**PROBLEM REQUIREMENTS**
Filter the records below for the word "service". Copy each line that holds it.

------ DATA IN THIS EXERCISE

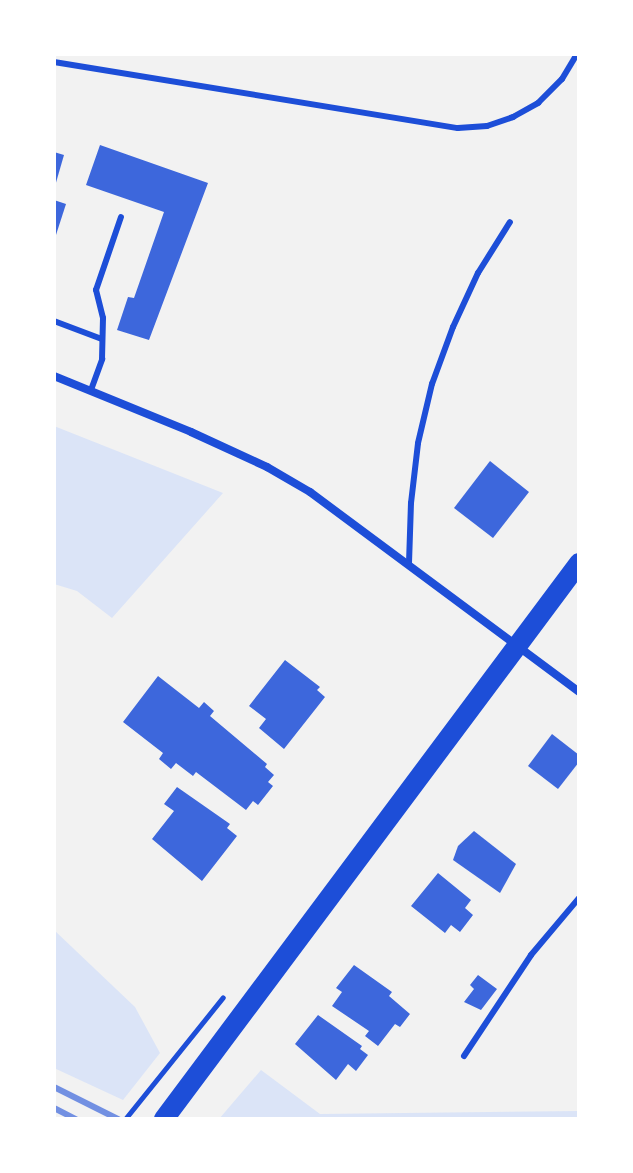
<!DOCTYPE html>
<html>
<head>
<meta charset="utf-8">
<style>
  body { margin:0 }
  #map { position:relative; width:633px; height:1173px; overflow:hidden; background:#f2f2f2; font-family:"Source Serif 4",serif }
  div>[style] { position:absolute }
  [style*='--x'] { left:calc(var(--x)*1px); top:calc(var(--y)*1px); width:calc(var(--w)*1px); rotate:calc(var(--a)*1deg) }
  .green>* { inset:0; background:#dbe4f7 }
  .building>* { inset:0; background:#3d67dc }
  .path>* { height:5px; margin:-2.5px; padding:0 2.5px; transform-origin:2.5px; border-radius:2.5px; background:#1d4ed8 }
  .service>* { height:6px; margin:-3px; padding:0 3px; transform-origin:3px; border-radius:3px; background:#1d4ed8 }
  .minor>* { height:8px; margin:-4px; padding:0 4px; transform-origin:4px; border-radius:4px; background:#1d4ed8 }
  .primary>* { height:20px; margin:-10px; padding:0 10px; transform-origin:10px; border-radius:10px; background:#1d4ed8 }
  .rail>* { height:6px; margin:-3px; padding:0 3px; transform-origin:3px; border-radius:3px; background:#7290e2 }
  span { translate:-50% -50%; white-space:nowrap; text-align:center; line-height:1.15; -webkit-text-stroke:8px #fff; paint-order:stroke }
  .frame { position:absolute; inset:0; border:56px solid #fff; pointer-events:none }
</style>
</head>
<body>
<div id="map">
  <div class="green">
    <i style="clip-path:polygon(54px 426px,223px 493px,112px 618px,77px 591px,54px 584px)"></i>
    <i style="clip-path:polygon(54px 930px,135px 1007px,160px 1053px,123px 1100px,54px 1068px)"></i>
    <i style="clip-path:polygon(261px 1070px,320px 1114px,579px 1111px,579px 1119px,219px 1119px)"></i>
  </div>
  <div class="building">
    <i style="clip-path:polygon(100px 145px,208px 183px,149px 340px,117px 330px,128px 297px,134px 298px,164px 212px,86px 185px)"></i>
    <i style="clip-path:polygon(54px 152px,64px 155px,55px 186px,54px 186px)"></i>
    <i style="clip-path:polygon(54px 200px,66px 204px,55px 238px,54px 238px)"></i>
    <i style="clip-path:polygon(490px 461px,529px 492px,493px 538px,454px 508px)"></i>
    <i style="clip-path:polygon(285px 660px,320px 687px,317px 690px,325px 697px,284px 749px,259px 728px,266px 719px,249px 706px)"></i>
    <i style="clip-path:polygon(158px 676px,199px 708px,204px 702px,214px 711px,210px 716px,267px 764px,265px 767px,274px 775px,268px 782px,273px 786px,258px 805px,253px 801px,246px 810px,196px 772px,193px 776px,176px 763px,171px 769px,159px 759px,163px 753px,123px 722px)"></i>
    <i style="clip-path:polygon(552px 734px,579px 755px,579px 762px,558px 789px,528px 766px)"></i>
    <i style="clip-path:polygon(177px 787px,230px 824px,227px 828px,237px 836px,202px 881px,152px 839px,174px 811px,164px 804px)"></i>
    <i style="clip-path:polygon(474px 831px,516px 864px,500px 893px,453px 860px,458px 846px)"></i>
    <i style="clip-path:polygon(438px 873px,471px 900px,465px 908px,473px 915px,460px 932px,451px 925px,445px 933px,411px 906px)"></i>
    <i style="clip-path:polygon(354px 965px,392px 992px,389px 996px,410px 1014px,400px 1027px,395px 1024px,378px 1046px,365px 1036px,369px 1031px,332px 1006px,342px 992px,336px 988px)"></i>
    <i style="clip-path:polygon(478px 975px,497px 989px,481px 1010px,464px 1002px,474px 989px,470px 985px)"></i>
    <i style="clip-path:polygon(318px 1015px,362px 1046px,360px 1049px,368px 1055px,356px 1071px,348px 1064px,336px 1080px,295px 1044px)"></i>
  </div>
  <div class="path">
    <i style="--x:125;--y:1119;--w:156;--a:-51.2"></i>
  </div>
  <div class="service">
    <i style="--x:54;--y:62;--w:409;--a:9.3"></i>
    <i style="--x:458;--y:128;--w:29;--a:-4"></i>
    <i style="--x:487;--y:126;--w:28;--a:-19"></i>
    <i style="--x:513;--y:117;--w:29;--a:-29"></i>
    <i style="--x:538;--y:103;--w:34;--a:-45"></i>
    <i style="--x:562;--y:79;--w:29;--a:-59"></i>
    <i style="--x:54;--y:321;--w:51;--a:20.6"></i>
    <i style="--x:91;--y:390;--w:33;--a:-70"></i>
    <i style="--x:102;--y:359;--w:41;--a:-88.6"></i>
    <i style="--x:103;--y:318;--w:29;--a:-104"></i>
    <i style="--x:96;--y:290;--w:77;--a:-71.1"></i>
    <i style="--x:409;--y:563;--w:60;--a:-88.1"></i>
    <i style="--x:411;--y:503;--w:60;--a:-83.3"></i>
    <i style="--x:418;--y:443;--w:61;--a:-76.7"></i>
    <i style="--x:432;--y:384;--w:61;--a:-69.8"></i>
    <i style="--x:453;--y:327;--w:60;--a:-65.2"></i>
    <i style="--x:478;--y:273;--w:60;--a:-57.9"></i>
    <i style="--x:464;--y:1056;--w:121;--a:-56.4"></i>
    <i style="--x:531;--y:955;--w:75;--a:-49.9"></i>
  </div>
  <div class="minor">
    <i style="--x:54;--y:376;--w:148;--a:22.2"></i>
    <i style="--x:191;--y:432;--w:84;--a:24.7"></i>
    <i style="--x:267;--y:467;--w:50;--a:30.2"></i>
    <i style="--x:310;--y:492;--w:335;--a:36.6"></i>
  </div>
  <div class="primary">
    <i style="--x:164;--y:1119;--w:694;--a:-53.26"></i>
  </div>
  <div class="rail">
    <i style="--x:54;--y:1087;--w:72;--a:26.6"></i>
    <i style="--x:54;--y:1108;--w:25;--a:27"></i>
  </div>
  <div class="frame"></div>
</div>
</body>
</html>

------------

**OUTPUT OF THE EXERCISE**
  .service>* { height:6px; margin:-3px; padding:0 3px; transform-origin:3px; border-radius:3px; background:#1d4ed8 }
  <div class="service">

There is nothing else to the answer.